[Given records Boundary: Start]
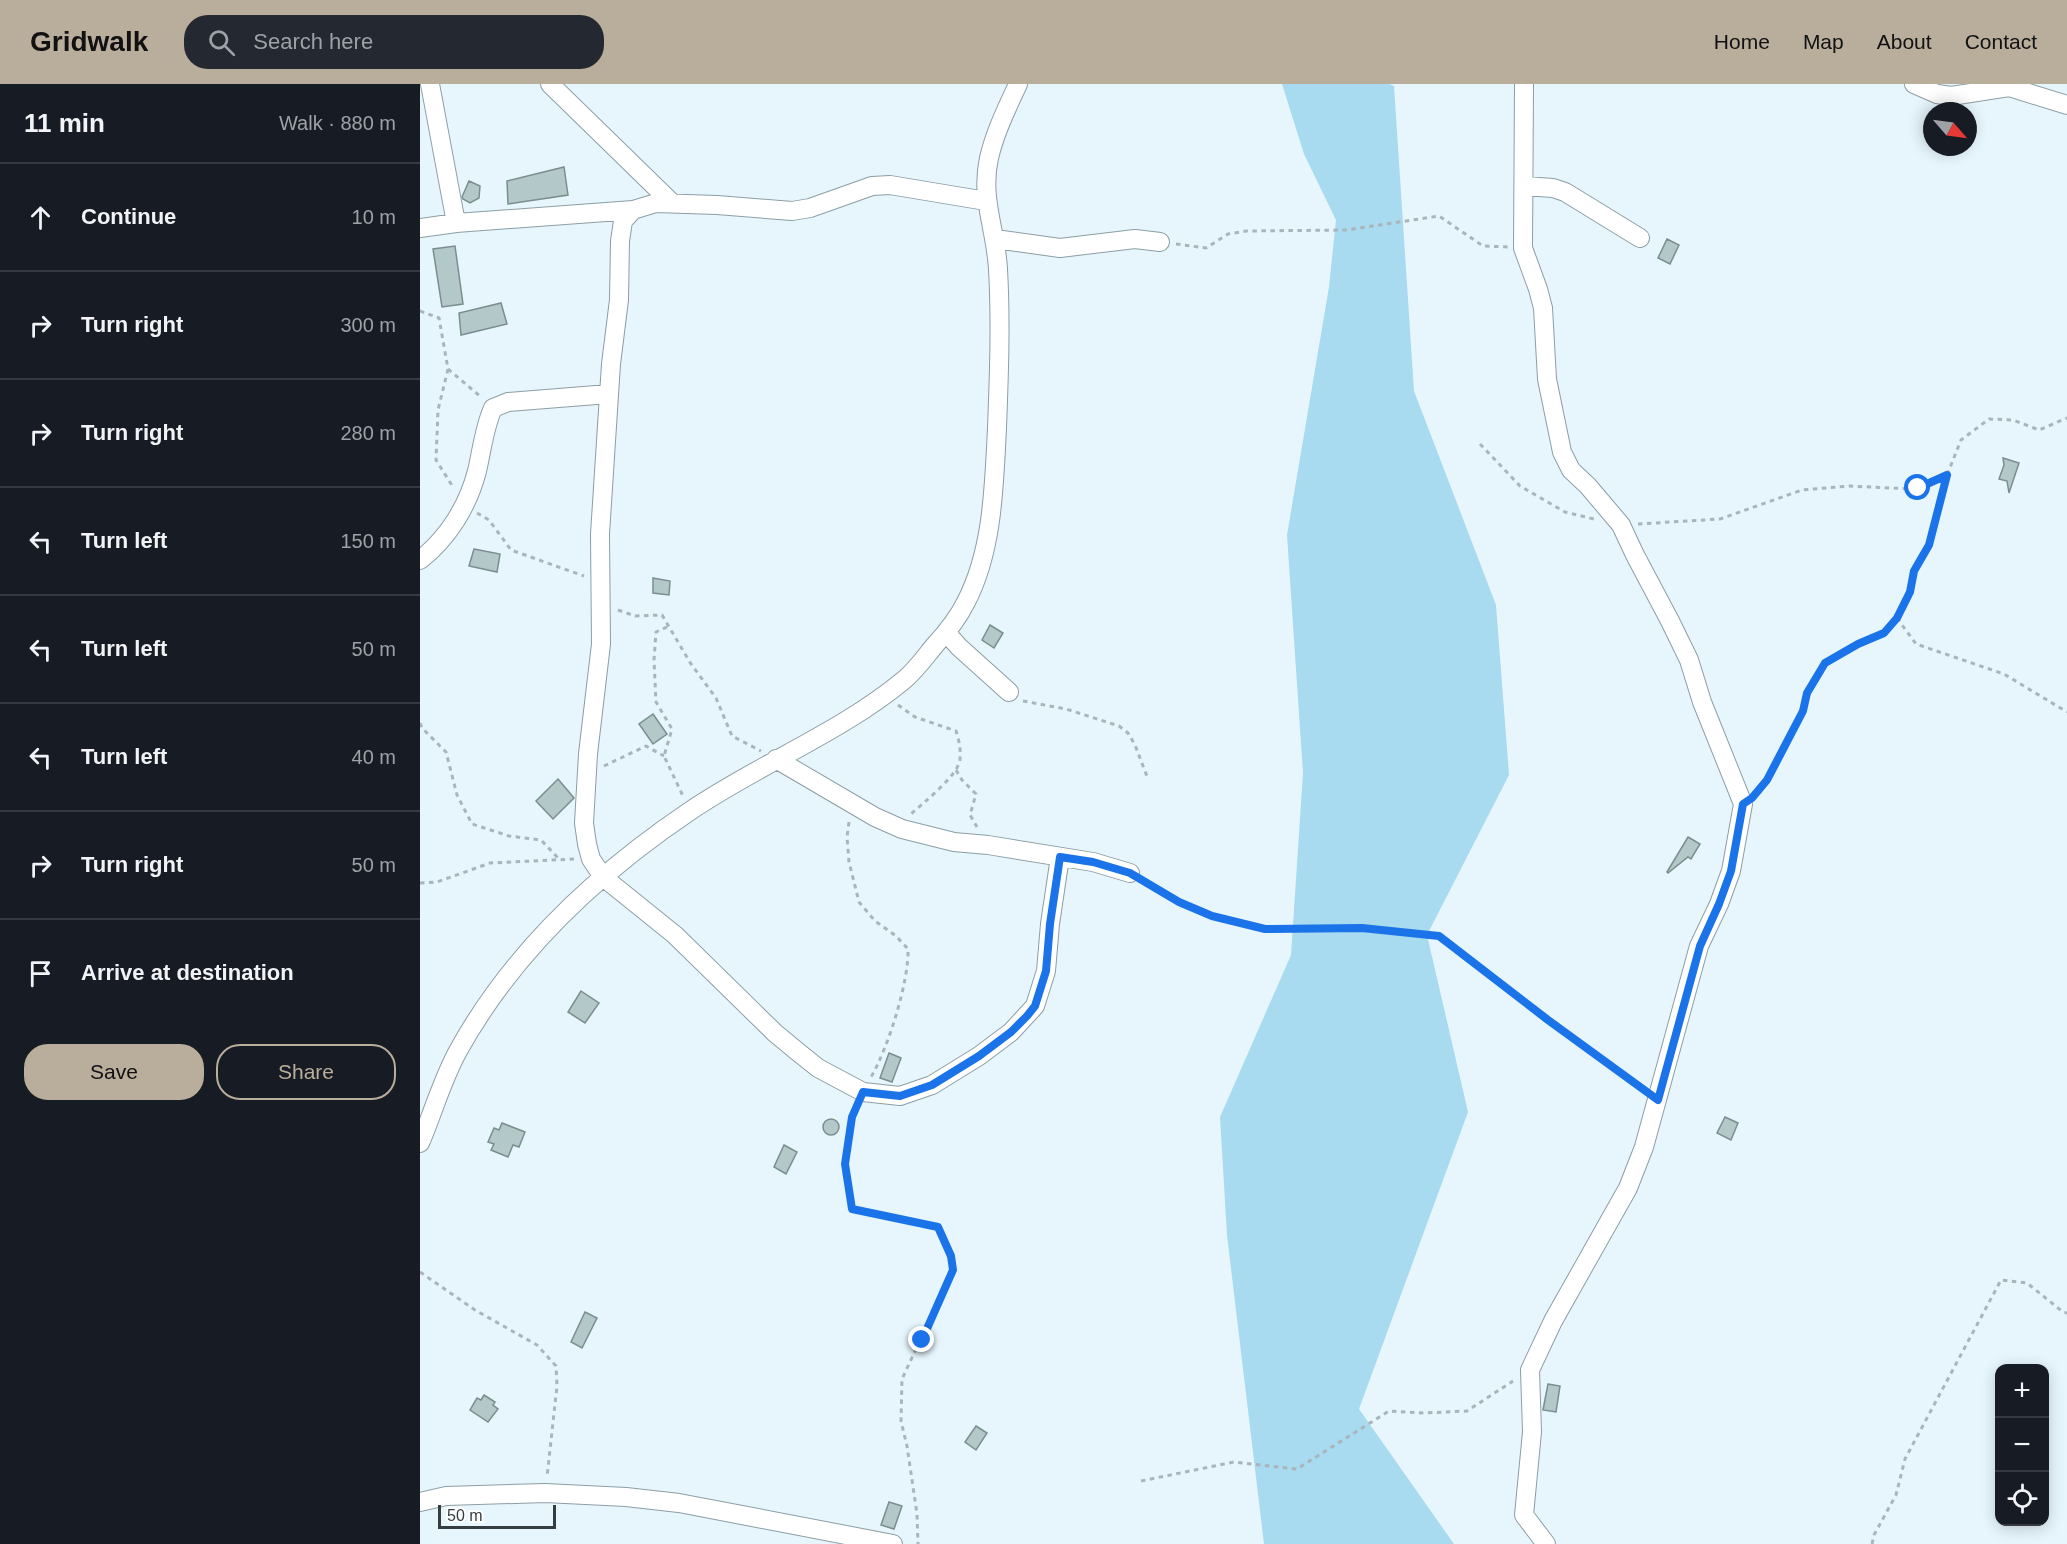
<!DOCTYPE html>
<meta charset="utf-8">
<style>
body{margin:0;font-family:Arial,sans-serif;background:#242831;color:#f1f3f6}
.controls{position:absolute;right:18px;bottom:18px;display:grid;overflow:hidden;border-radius:12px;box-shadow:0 3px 15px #0003}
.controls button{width:54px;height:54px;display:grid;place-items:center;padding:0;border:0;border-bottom:2px solid #363941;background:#171b24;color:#f1f3f6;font:30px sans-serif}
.compass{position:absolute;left:1503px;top:18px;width:54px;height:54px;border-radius:50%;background:#171b24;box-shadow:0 3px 15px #0003;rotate:118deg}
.scale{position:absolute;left:18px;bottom:15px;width:118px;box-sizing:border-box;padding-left:6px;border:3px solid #353d40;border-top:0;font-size:16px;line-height:21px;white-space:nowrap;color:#353d40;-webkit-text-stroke:4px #fff;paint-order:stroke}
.stop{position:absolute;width:18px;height:18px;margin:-14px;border:4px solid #1a73e8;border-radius:50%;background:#fff}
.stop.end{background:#1a73e8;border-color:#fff;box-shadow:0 2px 6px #0008}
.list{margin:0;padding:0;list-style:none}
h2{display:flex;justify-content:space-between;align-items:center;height:78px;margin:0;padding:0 24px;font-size:26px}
h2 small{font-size:20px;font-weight:400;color:#9ea1a6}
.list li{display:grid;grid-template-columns:39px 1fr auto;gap:18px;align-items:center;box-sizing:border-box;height:108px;padding:0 24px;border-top:2px solid #363941}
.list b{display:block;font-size:22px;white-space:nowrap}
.list em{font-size:20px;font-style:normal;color:#9ea1a6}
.actions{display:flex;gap:12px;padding:18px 24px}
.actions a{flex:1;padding:14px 0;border:2px solid #b9ad9b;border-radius:24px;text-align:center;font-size:21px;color:#b9ad9b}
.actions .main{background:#b9ad9b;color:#111}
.icon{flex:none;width:33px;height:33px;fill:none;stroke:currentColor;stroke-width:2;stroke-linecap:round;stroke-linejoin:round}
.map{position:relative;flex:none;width:1647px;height:1460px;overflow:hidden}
header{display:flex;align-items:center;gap:36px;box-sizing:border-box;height:84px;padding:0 30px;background:#b9ad9b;color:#111}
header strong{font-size:28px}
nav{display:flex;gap:33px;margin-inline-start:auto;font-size:21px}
.search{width:420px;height:54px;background:#242831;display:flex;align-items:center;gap:15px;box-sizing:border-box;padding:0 21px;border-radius:24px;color:#9ea1a6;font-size:22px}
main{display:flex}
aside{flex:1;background:#171b24}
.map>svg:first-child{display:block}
.green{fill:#a8daf0}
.building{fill:#b3c8c8;stroke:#7a8e8e;stroke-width:1.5}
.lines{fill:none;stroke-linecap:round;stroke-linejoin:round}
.street-casing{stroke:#8c9ea5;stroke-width:20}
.path{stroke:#a9b5bb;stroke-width:3;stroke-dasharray:4.5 4.5;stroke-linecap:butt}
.street{stroke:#fff;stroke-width:18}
.route{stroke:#1a73e8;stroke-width:8}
</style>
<header>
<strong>Gridwalk</strong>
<div class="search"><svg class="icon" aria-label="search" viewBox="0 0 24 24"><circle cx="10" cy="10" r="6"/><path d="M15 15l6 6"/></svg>Search here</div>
<nav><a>Home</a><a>Map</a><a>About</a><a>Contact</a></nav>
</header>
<main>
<aside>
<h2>11 min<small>Walk · 880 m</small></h2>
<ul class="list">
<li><svg class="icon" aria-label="ahead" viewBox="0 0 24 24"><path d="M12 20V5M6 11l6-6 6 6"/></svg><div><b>Continue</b></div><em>10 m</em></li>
<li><svg class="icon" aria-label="right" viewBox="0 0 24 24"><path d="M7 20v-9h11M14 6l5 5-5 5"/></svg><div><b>Turn right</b></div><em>300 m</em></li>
<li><svg class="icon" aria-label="right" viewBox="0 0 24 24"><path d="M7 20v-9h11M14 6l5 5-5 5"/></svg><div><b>Turn right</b></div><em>280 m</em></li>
<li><svg class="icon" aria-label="left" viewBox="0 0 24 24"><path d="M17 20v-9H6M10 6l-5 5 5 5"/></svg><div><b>Turn left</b></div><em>150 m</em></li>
<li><svg class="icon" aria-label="left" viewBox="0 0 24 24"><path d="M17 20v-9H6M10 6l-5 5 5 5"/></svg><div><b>Turn left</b></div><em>50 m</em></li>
<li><svg class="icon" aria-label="left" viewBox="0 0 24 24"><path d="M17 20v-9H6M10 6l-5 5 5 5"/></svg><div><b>Turn left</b></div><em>40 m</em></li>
<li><svg class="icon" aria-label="right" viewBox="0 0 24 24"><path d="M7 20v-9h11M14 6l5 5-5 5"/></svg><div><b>Turn right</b></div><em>50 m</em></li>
<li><svg class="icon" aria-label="arrive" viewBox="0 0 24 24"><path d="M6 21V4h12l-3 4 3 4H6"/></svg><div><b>Arrive at destination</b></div></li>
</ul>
<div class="actions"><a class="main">Save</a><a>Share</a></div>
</aside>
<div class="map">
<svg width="1647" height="1460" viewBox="0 0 1647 1460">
<rect width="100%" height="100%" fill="#e7f6fd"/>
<!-- green -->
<path class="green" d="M 862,0 L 969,0 L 974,2 L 994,307 L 1076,521 L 1089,691 L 1007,851 L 1048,1028 L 939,1325 L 1034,1460 L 844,1460 L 807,1151 L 800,1033 L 871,871 L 883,689 L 867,451 L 909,203 L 916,136 L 884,70 Z"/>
<!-- building -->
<path class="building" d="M 144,83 L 148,111 L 88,120 L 87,97 Z
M 49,97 L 60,102 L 59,114 L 50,119 L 43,115 L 42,113 Z
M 1247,155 L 1259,161 L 1250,180 L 1238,174 Z
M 35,162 L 43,220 L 22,223 L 13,165 Z
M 81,219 L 87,240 L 41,251 L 39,229 Z
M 1583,374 L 1599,379 L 1589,409 L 1587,397 L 1579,395 L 1584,381 Z
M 54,465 L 80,470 L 77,488 L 49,482 Z
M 233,494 L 250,497 L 249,511 L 233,509 Z
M 570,541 L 583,549 L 574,564 L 562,556 Z
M 233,630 L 247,650 L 233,660 L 219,640 Z
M 138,695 L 154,714 L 133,735 L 116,717 Z
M 1268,753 L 1280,760 L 1271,775 L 1268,773 L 1248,789 L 1247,788 Z
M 161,907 L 179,919 L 165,939 L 148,928 Z
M 469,969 L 481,974 L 472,998 L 460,994 Z
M 1305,1033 L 1318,1039 L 1311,1056 L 1297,1049 Z
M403 1043a8 8 0 1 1 16 0a8 8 0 1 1-16 0Z
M 82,1039 L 105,1048 L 99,1063 L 93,1061 L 88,1073 L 71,1066 L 74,1060 L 68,1058 L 74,1044 L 79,1046 Z
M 364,1061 L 377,1068 L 366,1090 L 354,1083 Z
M 165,1228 L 177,1234 L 162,1264 L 151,1258 Z
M 1128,1300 L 1140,1302 L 1136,1328 L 1123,1326 Z
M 64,1311 L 75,1318 L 73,1321 L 78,1325 L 68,1338 L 50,1326 L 57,1314 L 61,1316 Z
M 556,1342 L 567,1349 L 556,1366 L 545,1358 Z
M 469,1418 L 482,1422 L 474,1445 L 461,1441 Z"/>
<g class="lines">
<defs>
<path id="street" d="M 10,0 L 36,139
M 130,0 L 251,118
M 1104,0 L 1103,164 L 1118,205 L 1123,224 L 1127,295 L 1142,368 L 1151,386 L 1168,402 L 1201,441 L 1215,471 L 1250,537 L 1269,576 L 1282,618 L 1323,720 L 1311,787 L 1299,820 L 1279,862 L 1224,1063 L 1208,1104 L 1133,1237 L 1110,1286 L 1112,1348 L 1104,1431 L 1126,1460
M 1494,0 L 1517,10 L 1531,12 L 1589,3 L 1647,21
M 1105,102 L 1133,104 L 1145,108 L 1220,154
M 566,117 L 470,101 L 452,102 L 390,124 L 372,127 L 297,121 L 236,119 L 213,126 L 203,137 L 200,157 L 199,216 L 191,280 L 180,450 L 181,560 L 168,670 L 164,739 L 167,760 L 171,775 L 183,793 L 255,851 L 355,949 L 378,968 L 398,984 L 443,1008 L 480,1012 L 512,1001 L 559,972 L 591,948 L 615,922 L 626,887 L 630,840 L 640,773
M 0,144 L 36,139 L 213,126
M 575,155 L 640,164 L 715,155 L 740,158
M 0,476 C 28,454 48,422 57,387 C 62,366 64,344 73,324 L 88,318 L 189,310
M 528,547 L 531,554 L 539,563 L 589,608
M 356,675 L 455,733 L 482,745 L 534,758 L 568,761 L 673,778 L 710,789
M 0,1059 C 13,1029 22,996 38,967 C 92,869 178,789 270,727 C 339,680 420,649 484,596 C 496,586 505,573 515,561 C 527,548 538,534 546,518 C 573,466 574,402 577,344 C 579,291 581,238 578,185 C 576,146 560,114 569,74 C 575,48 587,24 598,0
M 0,1418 L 26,1412 L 125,1409 L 206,1413 L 259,1419 L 473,1460"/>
</defs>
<!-- street casing -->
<use href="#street" class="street-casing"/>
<!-- path -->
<path class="path" d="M 756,160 L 786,164 L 808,150 L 826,147 L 926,146 L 1019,132 L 1063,162 L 1089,163
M 0,227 L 19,234 L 28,285 L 61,313
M 28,285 L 18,326 L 16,376 L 33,403
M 1060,360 L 1100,402 L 1145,428 L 1174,435
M 57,429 L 69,436 L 91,466 L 164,492
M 1218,440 L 1300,435 L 1382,406 L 1429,402 L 1492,405 L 1527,391
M 198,526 L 215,532 L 242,531 L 271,580 L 296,614 L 312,652 L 341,667
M 1477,534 L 1496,560 L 1584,590 L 1647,628
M 247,543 L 236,548 L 234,576 L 236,618 L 252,645 L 244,672 L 263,712
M 603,617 L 646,625 L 699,642 L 708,649 L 715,661 L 728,695
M 478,621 L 495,633 L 536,647 C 539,656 541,666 540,675 C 539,691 503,719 491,730
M 0,639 L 2,644 L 26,668 L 37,711 L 52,740 L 89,752 L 121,756 L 139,775
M 184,682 L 226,662 L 244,672
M 536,686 L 542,696 L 556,710 L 550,731 L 557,743
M 1337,709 L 1347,697 L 1383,627 L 1387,609 L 1405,579 L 1439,560 L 1464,549 L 1477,534 L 1490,509 L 1494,487 L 1509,461 L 1527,391 L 1541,356 L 1569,335 L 1593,336 L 1619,346 L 1647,334
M 429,738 L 427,753 L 429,778 L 439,818 L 455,837 L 476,852 L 488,865 C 489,898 468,964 451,993
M 724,797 L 759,818 L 792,832 L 845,845 L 942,844 L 1019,852 L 1128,936 L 1223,1004
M 0,799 L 17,798 L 70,779 L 154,775
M 436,1023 C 422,1062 426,1085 432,1125 L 518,1143 L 531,1172 L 533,1186 L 482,1295 L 481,1337 L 487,1362 L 497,1430 L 498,1460
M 0,1188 L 55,1226 L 117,1261 L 136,1282 L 137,1302 L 127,1393
M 721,1397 L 814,1378 L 877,1385 L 969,1327 L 1004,1329 L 1047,1327 L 1093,1297
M 1452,1460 L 1454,1451 L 1476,1411 L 1485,1375 L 1581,1196 L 1607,1199 L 1643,1228 L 1647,1229"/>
<!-- street -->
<use href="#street" class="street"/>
</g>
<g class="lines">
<!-- route -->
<path class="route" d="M 502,1256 L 533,1186 L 531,1172 L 518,1143 L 432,1125 L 425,1080 L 432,1033 L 443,1008 L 480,1012 L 512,1001 L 559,972 L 591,948 L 607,932 L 615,922 L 626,887 L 630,840 L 640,773 L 673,778 L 710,789 L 759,818 L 792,832 L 845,845 L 942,844 L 1019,852 L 1128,936 L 1238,1016 L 1280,862 L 1299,820 L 1311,787 L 1323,720 L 1332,714 L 1347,696 L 1383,627 L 1387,609 L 1405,579 L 1438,560 L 1464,549 L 1477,534 L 1490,508 L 1494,487 L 1509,461 L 1527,391 L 1498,404"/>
</g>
</svg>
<div class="controls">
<button>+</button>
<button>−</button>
<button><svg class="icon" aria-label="locate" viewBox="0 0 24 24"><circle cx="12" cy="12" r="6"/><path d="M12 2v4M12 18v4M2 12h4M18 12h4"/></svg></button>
</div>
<svg class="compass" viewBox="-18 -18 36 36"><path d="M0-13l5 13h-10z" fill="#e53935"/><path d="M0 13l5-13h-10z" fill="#9ea1a6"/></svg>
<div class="scale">50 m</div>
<div class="stop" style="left:1498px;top:404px"></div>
<div class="stop end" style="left:502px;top:1256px"></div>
</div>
</main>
[Given records Boundary: End]
> [Work to be completed] Which lines above hold the string "scale"? Copy every one of them.

> [Answer for the task]
.scale{position:absolute;left:18px;bottom:15px;width:118px;box-sizing:border-box;padding-left:6px;border:3px solid #353d40;border-top:0;font-size:16px;line-height:21px;white-space:nowrap;color:#353d40;-webkit-text-stroke:4px #fff;paint-order:stroke}
<div class="scale">50 m</div>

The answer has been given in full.